Problem details: Could you copy each line of the entries that contains "keys"?

===== Given records =====

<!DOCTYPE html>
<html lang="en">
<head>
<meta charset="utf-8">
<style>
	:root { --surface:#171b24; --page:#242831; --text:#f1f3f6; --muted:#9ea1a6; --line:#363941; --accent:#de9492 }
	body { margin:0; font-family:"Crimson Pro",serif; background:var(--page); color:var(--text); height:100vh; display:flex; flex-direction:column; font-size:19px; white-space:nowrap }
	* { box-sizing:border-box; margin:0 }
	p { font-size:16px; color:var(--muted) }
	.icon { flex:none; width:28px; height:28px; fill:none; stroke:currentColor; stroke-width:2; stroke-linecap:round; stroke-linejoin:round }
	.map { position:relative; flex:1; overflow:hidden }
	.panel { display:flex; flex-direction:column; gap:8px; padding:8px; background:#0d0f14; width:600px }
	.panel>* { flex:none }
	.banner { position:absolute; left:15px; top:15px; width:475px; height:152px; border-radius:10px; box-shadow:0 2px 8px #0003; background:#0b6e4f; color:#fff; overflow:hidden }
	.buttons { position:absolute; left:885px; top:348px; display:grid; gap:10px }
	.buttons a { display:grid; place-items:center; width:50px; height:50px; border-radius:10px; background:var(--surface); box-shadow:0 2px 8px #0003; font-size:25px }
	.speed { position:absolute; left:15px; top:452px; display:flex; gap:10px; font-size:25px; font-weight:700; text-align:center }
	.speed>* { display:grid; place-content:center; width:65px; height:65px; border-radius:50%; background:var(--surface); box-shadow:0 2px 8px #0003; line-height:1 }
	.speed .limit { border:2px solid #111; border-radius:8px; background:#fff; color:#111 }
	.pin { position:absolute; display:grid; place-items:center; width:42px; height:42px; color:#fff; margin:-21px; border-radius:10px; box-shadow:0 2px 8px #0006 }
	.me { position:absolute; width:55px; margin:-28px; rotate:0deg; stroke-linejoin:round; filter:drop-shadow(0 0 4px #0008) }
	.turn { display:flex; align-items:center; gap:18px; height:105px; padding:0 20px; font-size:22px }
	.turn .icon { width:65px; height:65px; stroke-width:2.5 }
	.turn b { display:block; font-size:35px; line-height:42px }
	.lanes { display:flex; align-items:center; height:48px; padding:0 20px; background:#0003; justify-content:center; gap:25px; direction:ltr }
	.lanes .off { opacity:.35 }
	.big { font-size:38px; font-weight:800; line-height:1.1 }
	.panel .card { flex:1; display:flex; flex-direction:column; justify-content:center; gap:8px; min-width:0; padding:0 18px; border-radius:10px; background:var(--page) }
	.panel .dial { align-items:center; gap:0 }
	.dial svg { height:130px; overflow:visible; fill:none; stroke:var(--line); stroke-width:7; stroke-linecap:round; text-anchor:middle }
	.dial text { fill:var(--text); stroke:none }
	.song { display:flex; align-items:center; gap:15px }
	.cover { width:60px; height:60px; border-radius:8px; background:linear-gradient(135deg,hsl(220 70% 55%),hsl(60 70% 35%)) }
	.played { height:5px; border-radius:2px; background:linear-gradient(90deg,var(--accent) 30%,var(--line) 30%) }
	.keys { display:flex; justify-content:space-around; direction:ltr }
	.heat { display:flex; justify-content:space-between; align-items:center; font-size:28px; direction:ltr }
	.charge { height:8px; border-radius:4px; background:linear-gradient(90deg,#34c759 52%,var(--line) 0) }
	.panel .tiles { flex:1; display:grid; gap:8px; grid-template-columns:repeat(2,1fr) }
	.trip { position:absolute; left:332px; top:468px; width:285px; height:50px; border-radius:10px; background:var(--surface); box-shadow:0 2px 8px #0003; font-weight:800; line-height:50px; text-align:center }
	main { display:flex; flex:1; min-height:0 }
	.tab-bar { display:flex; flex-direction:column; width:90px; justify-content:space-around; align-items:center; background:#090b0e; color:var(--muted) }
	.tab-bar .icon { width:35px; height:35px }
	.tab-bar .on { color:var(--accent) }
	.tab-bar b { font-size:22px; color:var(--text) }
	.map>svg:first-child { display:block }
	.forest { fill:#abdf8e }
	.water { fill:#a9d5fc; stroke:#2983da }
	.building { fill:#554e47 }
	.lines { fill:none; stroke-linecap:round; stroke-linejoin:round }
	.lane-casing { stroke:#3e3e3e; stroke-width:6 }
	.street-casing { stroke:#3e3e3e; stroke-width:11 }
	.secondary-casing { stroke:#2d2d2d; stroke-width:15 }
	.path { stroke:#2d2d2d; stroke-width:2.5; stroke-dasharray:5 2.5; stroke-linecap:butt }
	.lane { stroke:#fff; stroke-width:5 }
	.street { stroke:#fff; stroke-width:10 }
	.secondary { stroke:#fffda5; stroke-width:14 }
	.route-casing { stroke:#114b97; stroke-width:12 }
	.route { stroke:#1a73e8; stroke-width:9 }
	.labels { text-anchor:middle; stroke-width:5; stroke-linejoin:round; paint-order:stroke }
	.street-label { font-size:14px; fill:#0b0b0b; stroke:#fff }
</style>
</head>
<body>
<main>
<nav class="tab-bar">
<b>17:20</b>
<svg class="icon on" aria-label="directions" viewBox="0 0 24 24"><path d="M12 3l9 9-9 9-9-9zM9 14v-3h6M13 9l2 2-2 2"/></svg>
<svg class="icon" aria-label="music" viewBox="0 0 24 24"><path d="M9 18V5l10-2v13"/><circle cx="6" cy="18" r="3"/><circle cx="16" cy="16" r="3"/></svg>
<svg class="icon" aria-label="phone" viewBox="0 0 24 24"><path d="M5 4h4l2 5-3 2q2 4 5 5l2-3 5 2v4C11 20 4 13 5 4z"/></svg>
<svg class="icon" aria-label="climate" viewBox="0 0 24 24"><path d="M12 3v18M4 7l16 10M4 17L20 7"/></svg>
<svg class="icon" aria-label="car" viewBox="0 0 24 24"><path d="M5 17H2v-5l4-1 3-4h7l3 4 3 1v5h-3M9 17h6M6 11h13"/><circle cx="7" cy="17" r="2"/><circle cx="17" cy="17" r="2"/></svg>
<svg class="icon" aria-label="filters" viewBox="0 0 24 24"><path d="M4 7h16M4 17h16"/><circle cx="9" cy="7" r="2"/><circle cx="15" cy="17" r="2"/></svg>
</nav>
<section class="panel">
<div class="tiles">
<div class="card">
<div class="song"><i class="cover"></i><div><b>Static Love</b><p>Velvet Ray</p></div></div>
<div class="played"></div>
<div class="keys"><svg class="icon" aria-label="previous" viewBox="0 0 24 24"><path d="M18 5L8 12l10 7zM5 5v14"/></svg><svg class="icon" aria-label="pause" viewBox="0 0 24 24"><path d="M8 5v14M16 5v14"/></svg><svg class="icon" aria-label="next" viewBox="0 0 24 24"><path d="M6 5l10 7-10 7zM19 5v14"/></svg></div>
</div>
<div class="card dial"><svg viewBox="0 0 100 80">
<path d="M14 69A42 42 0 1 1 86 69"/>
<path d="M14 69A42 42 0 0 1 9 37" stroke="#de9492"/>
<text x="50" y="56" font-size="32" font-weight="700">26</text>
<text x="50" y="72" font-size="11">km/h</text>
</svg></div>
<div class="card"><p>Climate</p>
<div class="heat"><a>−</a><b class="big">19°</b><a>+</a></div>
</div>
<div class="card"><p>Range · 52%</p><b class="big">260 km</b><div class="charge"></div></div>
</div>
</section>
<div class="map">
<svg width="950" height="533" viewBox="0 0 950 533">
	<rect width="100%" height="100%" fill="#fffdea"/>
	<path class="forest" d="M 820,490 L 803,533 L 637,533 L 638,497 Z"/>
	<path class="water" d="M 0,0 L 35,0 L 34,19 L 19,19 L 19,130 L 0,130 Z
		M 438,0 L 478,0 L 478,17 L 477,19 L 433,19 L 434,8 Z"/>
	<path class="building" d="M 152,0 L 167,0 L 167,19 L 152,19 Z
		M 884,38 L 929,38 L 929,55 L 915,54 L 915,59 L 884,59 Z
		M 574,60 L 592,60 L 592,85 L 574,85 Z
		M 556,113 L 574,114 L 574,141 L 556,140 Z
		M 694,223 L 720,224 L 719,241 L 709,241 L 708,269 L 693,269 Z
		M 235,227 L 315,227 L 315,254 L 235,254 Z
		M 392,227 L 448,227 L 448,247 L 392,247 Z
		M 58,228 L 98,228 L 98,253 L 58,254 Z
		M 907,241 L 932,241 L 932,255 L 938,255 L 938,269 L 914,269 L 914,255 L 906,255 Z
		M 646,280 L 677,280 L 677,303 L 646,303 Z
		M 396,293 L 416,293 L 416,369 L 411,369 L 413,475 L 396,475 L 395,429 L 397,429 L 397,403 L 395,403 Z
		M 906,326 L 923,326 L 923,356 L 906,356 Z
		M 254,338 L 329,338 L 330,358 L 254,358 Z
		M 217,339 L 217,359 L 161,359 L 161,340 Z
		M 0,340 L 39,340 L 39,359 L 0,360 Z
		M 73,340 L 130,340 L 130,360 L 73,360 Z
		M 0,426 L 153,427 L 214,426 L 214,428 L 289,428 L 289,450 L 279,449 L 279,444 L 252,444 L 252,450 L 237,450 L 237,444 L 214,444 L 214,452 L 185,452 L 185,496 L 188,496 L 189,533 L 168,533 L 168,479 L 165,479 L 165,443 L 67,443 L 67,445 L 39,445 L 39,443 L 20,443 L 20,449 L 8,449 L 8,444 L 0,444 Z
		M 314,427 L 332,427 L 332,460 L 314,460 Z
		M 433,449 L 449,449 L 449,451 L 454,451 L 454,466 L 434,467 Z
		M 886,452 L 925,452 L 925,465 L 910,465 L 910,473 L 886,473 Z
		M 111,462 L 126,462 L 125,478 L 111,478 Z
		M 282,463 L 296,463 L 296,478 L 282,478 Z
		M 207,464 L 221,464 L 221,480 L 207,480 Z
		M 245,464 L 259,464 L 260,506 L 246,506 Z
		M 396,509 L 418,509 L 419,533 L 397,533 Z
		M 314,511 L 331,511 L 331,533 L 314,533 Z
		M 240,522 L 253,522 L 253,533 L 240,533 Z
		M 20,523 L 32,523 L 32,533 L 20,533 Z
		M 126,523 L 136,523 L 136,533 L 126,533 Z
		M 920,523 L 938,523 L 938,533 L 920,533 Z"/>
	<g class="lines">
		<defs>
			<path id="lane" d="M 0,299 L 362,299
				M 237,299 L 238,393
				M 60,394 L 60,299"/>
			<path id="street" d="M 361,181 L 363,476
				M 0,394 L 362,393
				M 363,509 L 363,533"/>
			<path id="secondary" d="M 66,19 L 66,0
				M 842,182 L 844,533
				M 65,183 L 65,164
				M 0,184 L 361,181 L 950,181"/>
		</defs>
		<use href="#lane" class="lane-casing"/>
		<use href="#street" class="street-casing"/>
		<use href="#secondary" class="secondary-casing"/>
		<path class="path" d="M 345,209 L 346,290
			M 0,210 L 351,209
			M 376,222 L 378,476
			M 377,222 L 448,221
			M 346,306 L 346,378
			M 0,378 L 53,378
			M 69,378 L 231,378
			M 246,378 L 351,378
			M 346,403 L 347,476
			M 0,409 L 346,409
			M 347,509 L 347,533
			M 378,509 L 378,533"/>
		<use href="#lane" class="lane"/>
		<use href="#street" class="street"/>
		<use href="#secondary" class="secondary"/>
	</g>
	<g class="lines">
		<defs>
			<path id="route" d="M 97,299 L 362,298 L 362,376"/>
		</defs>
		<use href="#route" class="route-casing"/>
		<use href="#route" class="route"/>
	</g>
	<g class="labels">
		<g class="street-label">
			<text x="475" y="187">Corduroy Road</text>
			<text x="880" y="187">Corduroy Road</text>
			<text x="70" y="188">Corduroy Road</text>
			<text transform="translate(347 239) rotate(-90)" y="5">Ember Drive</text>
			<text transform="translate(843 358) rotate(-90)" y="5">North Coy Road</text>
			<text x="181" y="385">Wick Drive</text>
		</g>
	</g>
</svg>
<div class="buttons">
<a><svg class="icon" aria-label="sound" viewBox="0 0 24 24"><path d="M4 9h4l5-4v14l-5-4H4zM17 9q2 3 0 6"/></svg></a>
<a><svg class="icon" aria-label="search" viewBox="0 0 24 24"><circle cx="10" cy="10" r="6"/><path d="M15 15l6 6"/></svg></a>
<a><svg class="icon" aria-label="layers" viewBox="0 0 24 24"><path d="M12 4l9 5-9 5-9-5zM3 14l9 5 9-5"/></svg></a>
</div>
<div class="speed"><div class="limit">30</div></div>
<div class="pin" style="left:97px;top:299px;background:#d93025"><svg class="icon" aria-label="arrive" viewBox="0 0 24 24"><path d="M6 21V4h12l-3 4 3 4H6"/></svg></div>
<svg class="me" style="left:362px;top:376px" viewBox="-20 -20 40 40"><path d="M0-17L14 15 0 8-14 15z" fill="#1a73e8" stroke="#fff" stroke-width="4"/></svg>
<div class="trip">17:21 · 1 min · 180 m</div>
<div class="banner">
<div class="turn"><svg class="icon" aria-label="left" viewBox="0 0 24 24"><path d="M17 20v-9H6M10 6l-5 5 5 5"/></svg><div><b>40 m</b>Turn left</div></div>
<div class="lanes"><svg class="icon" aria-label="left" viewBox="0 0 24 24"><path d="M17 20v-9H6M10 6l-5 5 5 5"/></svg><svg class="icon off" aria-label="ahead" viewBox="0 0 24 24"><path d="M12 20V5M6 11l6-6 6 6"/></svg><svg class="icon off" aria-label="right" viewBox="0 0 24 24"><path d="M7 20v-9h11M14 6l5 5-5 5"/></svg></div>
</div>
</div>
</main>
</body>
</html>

=====

Answer to this task:
	.keys { display:flex; justify-content:space-around; direction:ltr }
<div class="keys"><svg class="icon" aria-label="previous" viewBox="0 0 24 24"><path d="M18 5L8 12l10 7zM5 5v14"/></svg><svg class="icon" aria-label="pause" viewBox="0 0 24 24"><path d="M8 5v14M16 5v14"/></svg><svg class="icon" aria-label="next" viewBox="0 0 24 24"><path d="M6 5l10 7-10 7zM19 5v14"/></svg></div>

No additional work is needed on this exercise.